What I Write About

I write about the infinite number of intersections between every day life and the good news of the God who has come to get us.

Thursday, December 27, 2007

Christmast Expectation

My readers are mostly smarter than I am, so perhaps you've already figured all this stuff out...

So I realized over Christmas what it was as a kid that at least in part made Christmas such a magical time. There was a sense in my imagination that something that was waiting for me on Christmas morning could radically alter my world for the good. My world was simple and small. It did not take much to turn it in significantly different and wonderfully better directions: the right toy car, a video game system (never did get that Atari that was at the top of my list for several years), a new bike, etc.

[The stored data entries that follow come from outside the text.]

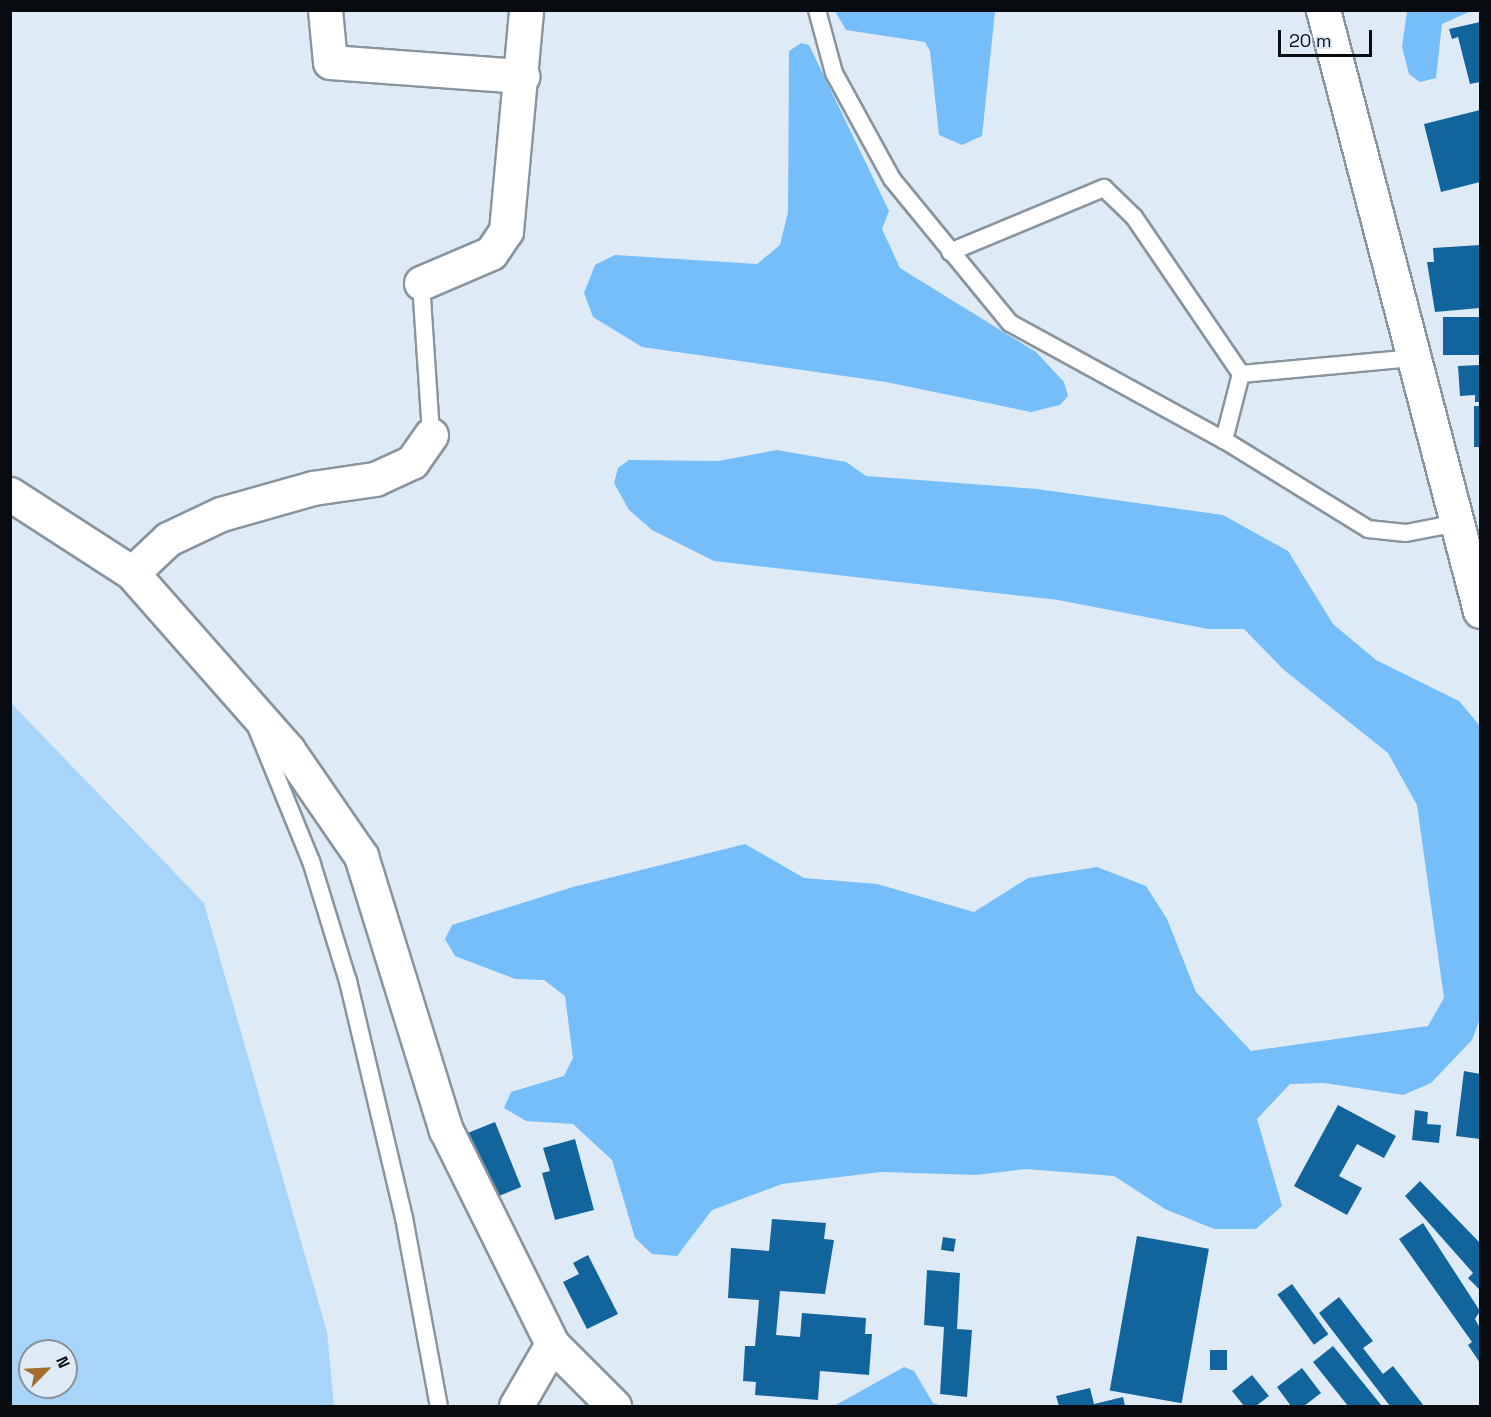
<!DOCTYPE html>
<html>
<head>
<meta charset="utf-8">
<style>
  body { margin:0 }
  #map { position:relative; width:1491px; height:1417px; overflow:hidden; background:#deebf7; font-family:"Space Grotesk",sans-serif }
  div>[style] { position:absolute }
  [style*='--x'] { left:calc(var(--x)*1px); top:calc(var(--y)*1px); width:calc(var(--w)*1px); rotate:calc(var(--a)*1deg) }
  .green>* { inset:0; background:#75befa }
  .water>* { inset:0; background:#a8d4f9 }
  .building>* { inset:0; background:#11659c; transform-origin:0 0 }
  .roads { filter:drop-shadow(2px 0 #88949e) drop-shadow(-2px 0 #88949e) drop-shadow(0 2px #88949e) drop-shadow(0 -2px #88949e) }
  .service>* { height:16px; margin:-8px; padding:0 8px; transform-origin:8px; border-radius:8px; background:#fff }
  .minor>* { height:33px; margin:-16.5px; padding:0 16.5px; transform-origin:16.5px; border-radius:16.5px; background:#fff }
  .tertiary>* { height:33px; margin:-16.5px; padding:0 16.5px; transform-origin:16.5px; border-radius:16.5px; background:#fff }
  span { translate:-50% -50%; white-space:nowrap; text-align:center; line-height:1.15; -webkit-text-stroke:5px #deebf7; paint-order:stroke }
  .frame { position:absolute; inset:0; border:12px solid #080c10; pointer-events:none }
  .north { position:absolute; left:18px; top:1339px; width:60px; height:60px; box-sizing:border-box; background:#deebf7; border:2px solid #88929b; border-radius:50%; rotate:66deg; font-size:16px; font-weight:700; line-height:24px; text-align:center; color:#080c10 }
  .north::after { content:''; display:block; margin:auto; width:21px; height:27px; background:#a66c2c; clip-path:polygon(50% 0,100% 100%,50% 72%,0 100%) }
  .scale { position:absolute; left:1278px; top:30px; width:94px; height:27px; box-sizing:border-box; border:3px solid #080c10; border-top:0; padding-left:8px; font-size:18px; line-height:21px; white-space:nowrap; color:#080c10; -webkit-text-stroke:4px #deebf7; paint-order:stroke }
</style>
</head>
<body>
<div id="map">
  <div class="green">
    <div style="clip-path:polygon(835px 11px,995px 11px,982px 136px,962px 145px,939px 135px,930px 51px,925px 42px,846px 30px)"></div>
    <div style="clip-path:polygon(1407px 11px,1471px 11px,1442px 24px,1436px 78px,1420px 82px,1409px 74px,1402px 47px)"></div>
    <div style="clip-path:polygon(801px 43px,809px 45px,889px 211px,882px 229px,900px 268px,1036px 352px,1064px 382px,1068px 396px,1060px 405px,1031px 412px,886px 382px,642px 347px,593px 317px,584px 293px,595px 265px,615px 255px,757px 264px,780px 245px,788px 212px,789px 51px)"></div>
    <div style="clip-path:polygon(777px 450px,846px 462px,866px 476px,1037px 489px,1223px 515px,1288px 551px,1333px 624px,1376px 660px,1459px 701px,1480px 726px,1480px 1019px,1472px 1040px,1431px 1083px,1403px 1095px,1324px 1083px,1290px 1084px,1257px 1119px,1282px 1206px,1256px 1229px,1214px 1229px,1165px 1209px,1114px 1176px,1026px 1169px,976px 1175px,881px 1172px,782px 1184px,712px 1210px,677px 1256px,652px 1254px,635px 1238px,612px 1160px,573px 1124px,526px 1121px,504px 1108px,511px 1092px,564px 1076px,573px 1058px,565px 996px,544px 980px,515px 979px,455px 956px,445px 939px,452px 925px,573px 887px,745px 844px,804px 878px,877px 884px,974px 912px,1028px 878px,1097px 867px,1146px 886px,1167px 919px,1196px 992px,1251px 1051px,1428px 1026px,1444px 998px,1417px 805px,1388px 753px,1284px 670px,1244px 629px,1208px 629px,1058px 600px,714px 561px,652px 530px,629px 510px,614px 483px,618px 468px,629px 460px,718px 461px)"></div>
    <div style="clip-path:polygon(904px 1367px,914px 1371px,933px 1403px,942px 1406px,834px 1406px)"></div>
  </div>
  <div class="water">
    <div style="clip-path:polygon(evenodd,10px 702px,204px 903px,327px 1332px,334px 1406px,11px 1406px,10px 702px,30px 1351px,66px 1351px,66px 1387px,30px 1387px,30px 1351px)"></div>
  </div>
  <div class="building">
    <div style="clip-path:polygon(1480px 22px,1480px 82px,1470px 84px,1458px 37px,1452px 39px,1449px 29px)"></div>
    <div style="clip-path:polygon(1480px 110px,1480px 182px,1441px 192px,1424px 124px)"></div>
    <div style="clip-path:polygon(1480px 245px,1480px 308px,1435px 312px,1427px 262px,1434px 262px,1433px 248px)"></div>
    <div style="left:1480px;top:317px;width:38px;height:37px;rotate:90deg"></div>
    <div style="clip-path:polygon(1480px 365px,1480px 402px,1475px 402px,1475px 395px,1460px 396px,1458px 366px)"></div>
    <div style="left:1474px;top:406px;width:6px;height:41px"></div>
    <div style="clip-path:polygon(1464px 1071px,1480px 1074px,1480px 1139px,1456px 1136px)"></div>
    <div style="clip-path:polygon(1338px 1105px,1396px 1136px,1384px 1158px,1357px 1144px,1339px 1176px,1362px 1188px,1347px 1215px,1294px 1186px)"></div>
    <div style="clip-path:polygon(1415px 1110px,1428px 1112px,1427px 1124px,1441px 1125px,1439px 1143px,1412px 1140px)"></div>
    <div style="left:495px;top:1122px;width:70px;height:30px;rotate:68deg"></div>
    <div style="clip-path:polygon(575px 1139px,594px 1210px,555px 1220px,542px 1173px,550px 1171px,543px 1148px)"></div>
    <div style="clip-path:polygon(1420px 1181px,1480px 1243px,1480px 1290px,1468px 1278px,1473px 1273px,1405px 1196px)"></div>
    <div style="clip-path:polygon(772px 1219px,826px 1223px,824px 1239px,834px 1240px,825px 1294px,780px 1291px,776px 1335px,800px 1337px,802px 1313px,866px 1318px,865px 1334px,872px 1334px,869px 1375px,820px 1371px,818px 1400px,755px 1395px,756px 1382px,743px 1381px,745px 1346px,755px 1346px,759px 1300px,728px 1298px,731px 1248px,769px 1251px)"></div>
    <div style="clip-path:polygon(1423px 1223px,1480px 1311px,1475px 1319px,1480px 1328px,1480px 1363px,1468px 1345px,1472px 1342px,1399px 1239px)"></div>
    <div style="left:1137px;top:1236px;width:73px;height:157px;rotate:10deg"></div>
    <div style="left:943px;top:1237px;width:13px;height:13px;rotate:9deg"></div>
    <div style="clip-path:polygon(588px 1255px,618px 1314px,587px 1329px,563px 1282px,579px 1274px,573px 1263px)"></div>
    <div style="clip-path:polygon(927px 1270px,960px 1273px,957px 1329px,972px 1330px,967px 1397px,940px 1394px,944px 1327px,924px 1325px)"></div>
    <div style="left:1292px;top:1284px;width:62px;height:18px;rotate:54deg"></div>
    <div style="clip-path:polygon(1339px 1297px,1373px 1341px,1363px 1348px,1383px 1374px,1393px 1366px,1424px 1406px,1390px 1406px,1319px 1313px)"></div>
    <div style="clip-path:polygon(1333px 1346px,1382px 1406px,1348px 1406px,1313px 1362px)"></div>
    <div style="left:1210px;top:1350px;width:17px;height:20px"></div>
    <div style="clip-path:polygon(1302px 1368px,1321px 1393px,1304px 1406px,1291px 1406px,1277px 1387px)"></div>
    <div style="clip-path:polygon(1252px 1375px,1269px 1396px,1256px 1406px,1244px 1406px,1232px 1391px)"></div>
    <div style="clip-path:polygon(1090px 1388px,1094px 1404px,1123px 1397px,1125px 1406px,1059px 1406px,1056px 1396px)"></div>
  </div>
  <div class="roads">
    <div class="service">
      <div style="--x:817;--y:10;--w:65;--a:74.9"></div>
      <div style="--x:834;--y:73;--w:121;--a:61.3"></div>
      <div style="--x:892;--y:179;--w:186;--a:50.7"></div>
      <div style="--x:1010;--y:323;--w:244;--a:28.7"></div>
      <div style="--x:1224;--y:440;--w:169;--a:31.7"></div>
      <div style="--x:1368;--y:529;--w:38;--a:6"></div>
      <div style="--x:1406;--y:533;--w:53;--a:-10.9"></div>
      <div style="--x:950;--y:252;--w:167;--a:-22.6"></div>
      <div style="--x:1104;--y:188;--w:42;--a:44"></div>
      <div style="--x:1134;--y:217;--w:190;--a:55.7"></div>
      <div style="--x:1241;--y:374;--w:172;--a:-5.3"></div>
      <div style="--x:421;--y:283;--w:152;--a:86.2"></div>
      <div style="--x:1224;--y:440;--w:68;--a:-75.6"></div>
      <div style="--x:257;--y:729;--w:143;--a:67.8"></div>
      <div style="--x:311;--y:861;--w:126;--a:72.9"></div>
      <div style="--x:348;--y:981;--w:244;--a:76.7"></div>
      <div style="--x:404;--y:1218;--w:191;--a:79.5"></div>
    </div>
    <div class="minor">
      <div style="--x:325;--y:10;--w:52;--a:84.5"></div>
      <div style="--x:330;--y:62;--w:193;--a:4.2"></div>
      <div style="--x:421;--y:283;--w:76;--a:-23.2"></div>
      <div style="--x:491;--y:253;--w:27;--a:-56"></div>
      <div style="--x:506;--y:231;--w:222;--a:-84.8"></div>
      <div style="--x:10;--y:494;--w:145;--a:32.9"></div>
      <div style="--x:132;--y:573;--w:236;--a:48.6"></div>
      <div style="--x:288;--y:750;--w:129;--a:55.4"></div>
      <div style="--x:361;--y:856;--w:287;--a:72.8"></div>
      <div style="--x:446;--y:1130;--w:239;--a:63.6"></div>
      <div style="--x:552;--y:1344;--w:88;--a:45"></div>
      <div style="--x:132;--y:573;--w:50;--a:-43.4"></div>
      <div style="--x:168;--y:539;--w:59;--a:-25.3"></div>
      <div style="--x:221;--y:514;--w:96;--a:-15.8"></div>
      <div style="--x:313;--y:488;--w:63;--a:-8.3"></div>
      <div style="--x:375;--y:479;--w:41;--a:-24.7"></div>
      <div style="--x:412;--y:462;--w:33;--a:-55"></div>
      <div style="--x:516;--y:1406;--w:72;--a:-59.9"></div>
    </div>
    <div class="tertiary">
      <div style="--x:1323;--y:10;--w:621;--a:75.36"></div>
    </div>
  </div>
  <div class="frame"></div>
  <div class="north">N</div>
  <div class="scale">20 m</div>
</div>
</body>
</html>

So on the days leading up to Christmas I lived in expectation and hope and anticipation of how my Christmas morning loot would radically alter my life. And I can't remember ever being disappointed as a kid...even when I didn't get my Atari.

I remember the first Christmas I did feel disappointed about Christmas morning. I was in Junior High, that awkward time of transition and change where my head and ears were grossly disproportionate to the rest of my body. My world was getting bigger (like my ears) and more complex. Packages and gifts weren't going to change it nearly as easily. I couldn't articulate this at the time, I simply realized that my expectations of Christmas had be ratcheted down.

I'm not sure what to make of all this apart from observing it and perhaps stating that it's not a bad thing as a kid to have a small world that is easily made much more fun. In the Scriptures Paul states that when he was a child he talked and reasoned as a child and then when he became a man he put childish things behind him. This is not to say that childish things are inappropriate for a child. Just not for a grown man or woman.

So it would be a little messed up for me as a thirty-three year old to have that same giddy expectation that Christmas morning's presents would change everything. But now I get to enjoy watching my kids have that hope. And I rest in the bigger reality of One Christmas gift that started it all that really did change things once and forever.

No, not the Atari.

2 comments:

Anonymous said...

actually...i still kind of expect that my new bike will irreversibly change my life for the better, come spring.

-nick w.

Alex said...

i stand corrected, nick. thanks for the visit!